Protein kinase Cι promotes nicotine-induced migration and invasion of cancer cells via phosphorylation of μ- and m-calpains

Abstract

Nicotine is a major component in cigarette smoke that activates the growth-promoting pathways to facilitate the development of lung cancer. However, it is not clear whether nicotine affects cell motility to facilitate tumor metastasis. Here we discovered that nicotine potently induces phosphorylation of both μ- and m-calpains via activation of protein kinase Cι(PKCι), which is associated with accelerated migration and invasion of human lung cancer cells. Purified PKCι directly phosphorylates μ- and m-calpains in vitro. Overexpression of PKCι results in increased phosphorylation of both μ- and m-calpains in vivo. Nicotine also induces activation of c-Src, which is a known PKCι upstream kinase.

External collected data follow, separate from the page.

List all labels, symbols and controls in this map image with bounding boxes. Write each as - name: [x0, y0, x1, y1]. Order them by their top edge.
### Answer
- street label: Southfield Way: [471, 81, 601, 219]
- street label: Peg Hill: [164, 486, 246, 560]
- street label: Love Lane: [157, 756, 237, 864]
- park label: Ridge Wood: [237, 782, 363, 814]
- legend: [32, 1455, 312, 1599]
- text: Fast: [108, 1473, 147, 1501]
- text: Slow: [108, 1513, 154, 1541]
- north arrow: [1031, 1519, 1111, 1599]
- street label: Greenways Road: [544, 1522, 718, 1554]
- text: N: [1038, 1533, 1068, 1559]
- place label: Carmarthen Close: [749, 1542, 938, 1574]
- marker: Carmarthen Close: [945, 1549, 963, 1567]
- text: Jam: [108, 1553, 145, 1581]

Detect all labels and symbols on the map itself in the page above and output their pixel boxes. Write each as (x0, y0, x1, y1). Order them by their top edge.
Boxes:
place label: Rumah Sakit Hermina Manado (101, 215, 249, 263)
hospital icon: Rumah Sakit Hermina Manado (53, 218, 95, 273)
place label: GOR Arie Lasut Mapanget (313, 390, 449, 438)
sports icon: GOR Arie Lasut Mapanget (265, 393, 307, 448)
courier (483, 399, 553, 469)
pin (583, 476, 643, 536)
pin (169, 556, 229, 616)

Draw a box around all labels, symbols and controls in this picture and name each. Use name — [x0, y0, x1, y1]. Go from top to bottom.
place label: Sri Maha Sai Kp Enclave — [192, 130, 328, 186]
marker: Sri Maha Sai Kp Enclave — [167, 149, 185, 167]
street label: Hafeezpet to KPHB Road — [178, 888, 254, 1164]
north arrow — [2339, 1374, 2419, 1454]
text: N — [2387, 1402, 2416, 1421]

Treatment of cells with the α7 nicotinic acetylcholine receptor inhibitor α-bungarotoxin can block nicotine-induced calpain phosphorylation with suppression of calpain activity, wound healing, cell migration, and invasion, indicating that nicotine-induced calpain phosphorylation occurs, at least in part, through a signaling pathway involving the upstream α7 nicotinic acetylcholine receptor. Intriguingly, depletion of PKCι by RNA interference suppresses nicotine-induced calpain phosphorylation, calpain activity, cell migration, and invasion, indicating that PKCι is a necessary component in nicotine-mediated cell motility signaling. Importantly, nicotine potently induces secretion of μ- and m-calpains from lung cancer cells into culture medium,which may have potential to cleave substrates in the extracellular matrix. These findings reveal a novel role for PKCι as a nicotine-activated, physiological calpain kinase that directly phosphorylates and activates calpains, leading to enhanced migration and invasion of human lung cancer cells. © 2006 by The American Society for Biochemistry and Molecular Biology, Inc.